The authors go on to discuss some of these complications of inflammation. They include changes in the way fats are processed (and stored), an increased risk of some cancers, minor losses in brain function (especially thinking and remembering), damage to blood vessel functioning, low levels of ‘good’ (HDL) cholesterol and an increased risk of heart disease.

They summarise research5 which found that younger PLHIV (aged between 33 and 44) who were on effective treatment had markers of inflammation that were 40% higher than those in the study without HIV.

In older PLHIV (those between 45 and 76 years old), inflammation biomarkers were up to 60% higher, markers of blood clotting were 50% higher and markers of reduced kidney function were 21% higher. Raised levels of such ‘biomarkers’ in the general population are linked to heart disease, diabetes and other diseases.

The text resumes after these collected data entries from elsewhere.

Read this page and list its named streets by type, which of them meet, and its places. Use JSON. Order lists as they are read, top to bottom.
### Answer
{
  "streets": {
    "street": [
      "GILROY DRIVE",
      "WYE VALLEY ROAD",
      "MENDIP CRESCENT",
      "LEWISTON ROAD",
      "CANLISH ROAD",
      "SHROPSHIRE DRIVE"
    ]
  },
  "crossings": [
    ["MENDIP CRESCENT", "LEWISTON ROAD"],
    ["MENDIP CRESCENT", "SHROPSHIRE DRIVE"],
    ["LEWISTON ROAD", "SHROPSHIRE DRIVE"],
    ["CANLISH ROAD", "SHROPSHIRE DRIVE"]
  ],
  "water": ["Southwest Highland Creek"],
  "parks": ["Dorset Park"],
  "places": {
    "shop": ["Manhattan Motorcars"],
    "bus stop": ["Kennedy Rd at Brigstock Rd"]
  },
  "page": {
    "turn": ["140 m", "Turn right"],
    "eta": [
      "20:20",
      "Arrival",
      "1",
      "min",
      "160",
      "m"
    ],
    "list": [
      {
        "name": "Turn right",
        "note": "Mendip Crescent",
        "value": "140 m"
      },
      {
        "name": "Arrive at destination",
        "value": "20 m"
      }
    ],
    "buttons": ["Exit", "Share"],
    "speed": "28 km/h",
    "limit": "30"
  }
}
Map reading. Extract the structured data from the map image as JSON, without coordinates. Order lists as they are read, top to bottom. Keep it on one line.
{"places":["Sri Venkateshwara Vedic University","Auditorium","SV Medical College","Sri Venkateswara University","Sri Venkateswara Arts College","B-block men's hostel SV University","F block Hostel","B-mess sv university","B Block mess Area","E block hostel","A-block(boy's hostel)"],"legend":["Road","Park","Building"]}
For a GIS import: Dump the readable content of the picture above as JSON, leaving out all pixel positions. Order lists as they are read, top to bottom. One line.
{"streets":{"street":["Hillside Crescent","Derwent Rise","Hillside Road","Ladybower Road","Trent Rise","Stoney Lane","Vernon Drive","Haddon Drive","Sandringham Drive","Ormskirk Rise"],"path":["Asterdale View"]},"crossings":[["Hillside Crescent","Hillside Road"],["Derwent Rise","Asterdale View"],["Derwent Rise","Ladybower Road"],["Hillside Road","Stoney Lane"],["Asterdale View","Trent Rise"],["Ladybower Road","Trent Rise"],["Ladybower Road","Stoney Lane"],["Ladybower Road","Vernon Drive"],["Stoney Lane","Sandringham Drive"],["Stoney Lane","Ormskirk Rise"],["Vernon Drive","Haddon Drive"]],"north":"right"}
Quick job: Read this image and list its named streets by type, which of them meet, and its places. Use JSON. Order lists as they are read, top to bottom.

Not very cheery news, I know. And it all may seem very scary. Fortunately, however, through lots of research into a range of diseases, we know that there is a lot we can do to reduce some of the risk.

Fibre, fibre, fibre!  

Recent findings from a major European trial add to the growing body of evidence supporting the significant health benefits of a diet high in fibre.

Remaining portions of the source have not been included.